Sunday, January 20, 2019

Robert Vanderlan: Intellectuals Incorporated: Politics, Art, and Ideas Inside Henry Luce's Media Empire


Vanderlan connects Milton and MacLeish, as we see in the following passages:
From a very young age MacLeish was already trying to sort out his conflicting feelings about the relationship between art and the rest of the world. During his time at Hotchkiss, he wrote an essay on John Milton. The great poet had been called away from his art to serve the cause of Cromwell, a decision MacLeish depicted in these terms: "His pen, which once had traced the sweetest poetry, was turned to work any scribbler could have done." Yet MacLeish maintained Milton had been correct in his choice, for his active engagement with the world prepared him for the greater poems to follow. "Now there gathered in his brain the threads of the great realities of life and death," he concluded, and it was this that enabled him to write Paradise Lost. Negotiating the line between art and a broader engagement with the world became and remained the animating question of his intellectual life. (page 32)

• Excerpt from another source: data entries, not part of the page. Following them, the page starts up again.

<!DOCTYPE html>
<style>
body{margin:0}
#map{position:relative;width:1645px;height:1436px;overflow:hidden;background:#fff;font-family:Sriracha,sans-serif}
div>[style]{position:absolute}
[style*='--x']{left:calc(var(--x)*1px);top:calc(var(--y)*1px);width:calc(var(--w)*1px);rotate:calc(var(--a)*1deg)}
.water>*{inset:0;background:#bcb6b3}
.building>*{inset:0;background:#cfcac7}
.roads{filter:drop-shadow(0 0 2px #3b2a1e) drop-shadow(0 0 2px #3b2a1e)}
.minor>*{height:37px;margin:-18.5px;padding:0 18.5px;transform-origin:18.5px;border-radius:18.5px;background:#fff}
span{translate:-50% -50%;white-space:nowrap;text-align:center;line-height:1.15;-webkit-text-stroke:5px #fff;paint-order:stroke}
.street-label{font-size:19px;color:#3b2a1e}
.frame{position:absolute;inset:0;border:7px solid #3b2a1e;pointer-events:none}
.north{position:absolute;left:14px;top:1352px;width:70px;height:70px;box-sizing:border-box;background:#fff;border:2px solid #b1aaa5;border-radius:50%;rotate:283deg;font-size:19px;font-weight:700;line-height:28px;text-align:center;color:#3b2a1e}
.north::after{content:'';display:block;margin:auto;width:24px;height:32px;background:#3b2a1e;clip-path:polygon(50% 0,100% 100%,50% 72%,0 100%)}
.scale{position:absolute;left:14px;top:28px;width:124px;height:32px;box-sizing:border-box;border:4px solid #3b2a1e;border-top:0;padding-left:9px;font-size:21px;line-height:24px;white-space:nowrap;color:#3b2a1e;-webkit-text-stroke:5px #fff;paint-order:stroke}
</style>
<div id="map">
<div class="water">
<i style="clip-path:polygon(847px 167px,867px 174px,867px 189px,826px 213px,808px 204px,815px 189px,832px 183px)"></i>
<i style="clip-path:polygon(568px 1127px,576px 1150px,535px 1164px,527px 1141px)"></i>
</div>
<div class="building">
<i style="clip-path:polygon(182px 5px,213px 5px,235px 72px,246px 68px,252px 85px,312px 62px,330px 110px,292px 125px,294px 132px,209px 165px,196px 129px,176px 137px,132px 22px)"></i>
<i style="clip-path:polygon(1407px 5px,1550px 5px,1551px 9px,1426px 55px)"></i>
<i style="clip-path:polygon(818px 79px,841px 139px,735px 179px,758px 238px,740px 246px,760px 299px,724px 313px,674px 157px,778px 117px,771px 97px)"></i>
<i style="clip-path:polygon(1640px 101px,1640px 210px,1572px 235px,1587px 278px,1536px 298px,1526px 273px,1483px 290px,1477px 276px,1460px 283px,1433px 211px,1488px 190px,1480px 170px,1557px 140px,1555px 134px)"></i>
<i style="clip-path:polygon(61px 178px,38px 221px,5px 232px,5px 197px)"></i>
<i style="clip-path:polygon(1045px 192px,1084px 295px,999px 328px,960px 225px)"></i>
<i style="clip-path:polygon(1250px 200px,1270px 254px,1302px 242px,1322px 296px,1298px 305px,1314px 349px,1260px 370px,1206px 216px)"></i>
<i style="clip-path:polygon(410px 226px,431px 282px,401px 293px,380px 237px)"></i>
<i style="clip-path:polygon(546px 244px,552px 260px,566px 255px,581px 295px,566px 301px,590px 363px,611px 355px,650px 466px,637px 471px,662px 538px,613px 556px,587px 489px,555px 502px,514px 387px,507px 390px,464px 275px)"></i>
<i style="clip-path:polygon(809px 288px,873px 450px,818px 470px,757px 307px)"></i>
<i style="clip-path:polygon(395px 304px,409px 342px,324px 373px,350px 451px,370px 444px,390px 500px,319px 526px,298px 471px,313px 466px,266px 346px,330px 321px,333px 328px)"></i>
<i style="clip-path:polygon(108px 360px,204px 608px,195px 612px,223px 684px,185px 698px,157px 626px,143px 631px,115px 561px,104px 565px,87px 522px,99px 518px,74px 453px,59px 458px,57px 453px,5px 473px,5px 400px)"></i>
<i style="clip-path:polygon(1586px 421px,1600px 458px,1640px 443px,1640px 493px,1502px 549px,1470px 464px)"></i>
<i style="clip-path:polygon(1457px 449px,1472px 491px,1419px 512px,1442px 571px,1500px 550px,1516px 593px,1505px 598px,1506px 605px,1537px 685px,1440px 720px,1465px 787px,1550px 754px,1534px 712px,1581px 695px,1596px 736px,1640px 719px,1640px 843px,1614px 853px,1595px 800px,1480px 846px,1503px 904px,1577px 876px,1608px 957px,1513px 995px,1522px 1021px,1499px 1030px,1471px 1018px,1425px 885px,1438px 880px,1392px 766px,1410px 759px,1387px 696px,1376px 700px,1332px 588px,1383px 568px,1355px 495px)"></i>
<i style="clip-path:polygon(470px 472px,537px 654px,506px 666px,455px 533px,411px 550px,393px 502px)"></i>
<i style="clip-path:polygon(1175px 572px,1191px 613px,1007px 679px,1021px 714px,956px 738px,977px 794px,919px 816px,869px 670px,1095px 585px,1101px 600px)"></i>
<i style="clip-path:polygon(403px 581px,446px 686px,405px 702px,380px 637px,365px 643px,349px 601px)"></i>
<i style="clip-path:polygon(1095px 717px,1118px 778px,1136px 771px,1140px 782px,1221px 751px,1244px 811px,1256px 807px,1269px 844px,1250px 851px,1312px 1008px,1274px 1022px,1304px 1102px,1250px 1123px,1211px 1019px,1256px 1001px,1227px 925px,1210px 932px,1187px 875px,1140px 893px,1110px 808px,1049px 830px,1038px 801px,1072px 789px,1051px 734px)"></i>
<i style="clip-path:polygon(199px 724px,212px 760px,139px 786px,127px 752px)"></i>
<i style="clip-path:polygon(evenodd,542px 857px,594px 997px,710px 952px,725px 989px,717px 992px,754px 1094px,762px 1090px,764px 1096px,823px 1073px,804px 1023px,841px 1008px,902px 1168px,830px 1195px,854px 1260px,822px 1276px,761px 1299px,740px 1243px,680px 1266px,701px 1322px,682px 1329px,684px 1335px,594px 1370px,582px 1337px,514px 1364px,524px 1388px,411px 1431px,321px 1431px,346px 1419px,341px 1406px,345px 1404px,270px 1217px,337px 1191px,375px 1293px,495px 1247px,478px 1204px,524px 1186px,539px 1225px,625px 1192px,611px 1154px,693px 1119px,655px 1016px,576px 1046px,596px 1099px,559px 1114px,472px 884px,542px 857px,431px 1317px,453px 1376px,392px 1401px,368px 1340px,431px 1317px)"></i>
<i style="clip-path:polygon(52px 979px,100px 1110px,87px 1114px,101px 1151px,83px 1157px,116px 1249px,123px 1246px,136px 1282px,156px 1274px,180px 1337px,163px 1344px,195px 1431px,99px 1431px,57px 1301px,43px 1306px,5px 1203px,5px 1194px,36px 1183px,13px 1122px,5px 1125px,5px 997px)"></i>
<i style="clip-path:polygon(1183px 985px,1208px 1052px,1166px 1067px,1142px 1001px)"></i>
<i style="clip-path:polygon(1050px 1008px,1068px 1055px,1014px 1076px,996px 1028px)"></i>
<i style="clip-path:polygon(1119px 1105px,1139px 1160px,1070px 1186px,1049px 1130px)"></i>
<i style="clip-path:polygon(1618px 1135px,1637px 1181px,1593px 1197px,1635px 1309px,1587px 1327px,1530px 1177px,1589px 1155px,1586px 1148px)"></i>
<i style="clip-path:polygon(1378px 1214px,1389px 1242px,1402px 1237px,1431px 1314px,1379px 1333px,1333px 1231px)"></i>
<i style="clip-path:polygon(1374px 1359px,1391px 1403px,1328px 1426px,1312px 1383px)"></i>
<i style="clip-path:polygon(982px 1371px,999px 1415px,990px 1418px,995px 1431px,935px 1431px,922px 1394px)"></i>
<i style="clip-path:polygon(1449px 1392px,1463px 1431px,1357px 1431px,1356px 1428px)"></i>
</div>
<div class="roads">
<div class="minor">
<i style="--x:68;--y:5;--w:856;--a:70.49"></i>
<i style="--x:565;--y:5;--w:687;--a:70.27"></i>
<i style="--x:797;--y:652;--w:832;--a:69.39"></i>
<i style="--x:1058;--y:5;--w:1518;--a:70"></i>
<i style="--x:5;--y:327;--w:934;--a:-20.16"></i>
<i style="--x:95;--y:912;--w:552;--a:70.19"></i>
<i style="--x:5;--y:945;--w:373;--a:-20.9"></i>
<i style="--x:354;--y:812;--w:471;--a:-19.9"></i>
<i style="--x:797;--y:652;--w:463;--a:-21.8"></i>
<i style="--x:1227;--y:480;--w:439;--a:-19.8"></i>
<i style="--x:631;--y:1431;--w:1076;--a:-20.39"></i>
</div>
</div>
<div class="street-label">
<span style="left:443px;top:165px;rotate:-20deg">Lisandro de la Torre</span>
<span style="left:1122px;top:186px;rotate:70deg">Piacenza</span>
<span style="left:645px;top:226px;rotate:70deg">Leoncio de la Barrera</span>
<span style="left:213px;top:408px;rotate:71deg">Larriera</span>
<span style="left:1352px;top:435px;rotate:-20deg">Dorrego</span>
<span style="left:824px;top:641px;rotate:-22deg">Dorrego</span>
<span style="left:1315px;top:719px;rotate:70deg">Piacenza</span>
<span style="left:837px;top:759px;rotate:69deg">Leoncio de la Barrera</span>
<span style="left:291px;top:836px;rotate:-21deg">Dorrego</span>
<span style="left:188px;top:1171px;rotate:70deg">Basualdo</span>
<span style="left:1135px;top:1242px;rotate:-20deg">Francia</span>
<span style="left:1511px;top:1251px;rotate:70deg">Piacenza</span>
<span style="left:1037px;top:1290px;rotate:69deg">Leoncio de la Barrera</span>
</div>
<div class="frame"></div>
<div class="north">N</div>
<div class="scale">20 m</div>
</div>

While compiling a sterling academic, social, and athletic record MacLeish still worried over how to balance his competing interests. At Yale, he found it hard to sustain the optimism contained in his earlier Milton essay. He felt it to be an inopportune place to write poetry. His athletic achievements were celebrated, his classroom success venerated, but his poetry (or maybe it was his odd combination of poet/athlete) fell somehow outside the narrowly prescribed bounds of Yale identity. (page 32)

Here he gave full voice to his determination to live for art and art alone. As he wrote in the famous last lines of "Ars poetica," "A poem should not mean, but be." Forsaking the example of Milton, MacLeish had joined Mason and the idealists. (page 34-35)

As school friend Culbreth Sudler remembered, Luce’s favorite poet was Milton, probably for the same reasons he appealed to the young Archibald MacLeish. Luce "said he wanted to be a poet," Sudler recalled, "He would have liked to be as good as Milton." His pursuit of poetry seems to have subsided only after he took Henry Seidel Canby's advanced writing course. The class included Stephen Vincent Benét and Thornton Wilder and was often visited by recent alumni, among them MacLeish, John Farrar, and Philip Barry. (page 68)

In "Public Speech and Private Speech in Poetry" MacLeish had invoked a poetic tradition running back to Milton and Dante. It was time to revive that tradition, he argued, "to regain that conception of poetry in which a poem, like a war or an edict, is an action on this earth." (page 133)
We now see that MacLeish returned again and again to Milton, comparing and contrasting Milton and himself, at times, siding with Milton, at other times, not siding with Milton.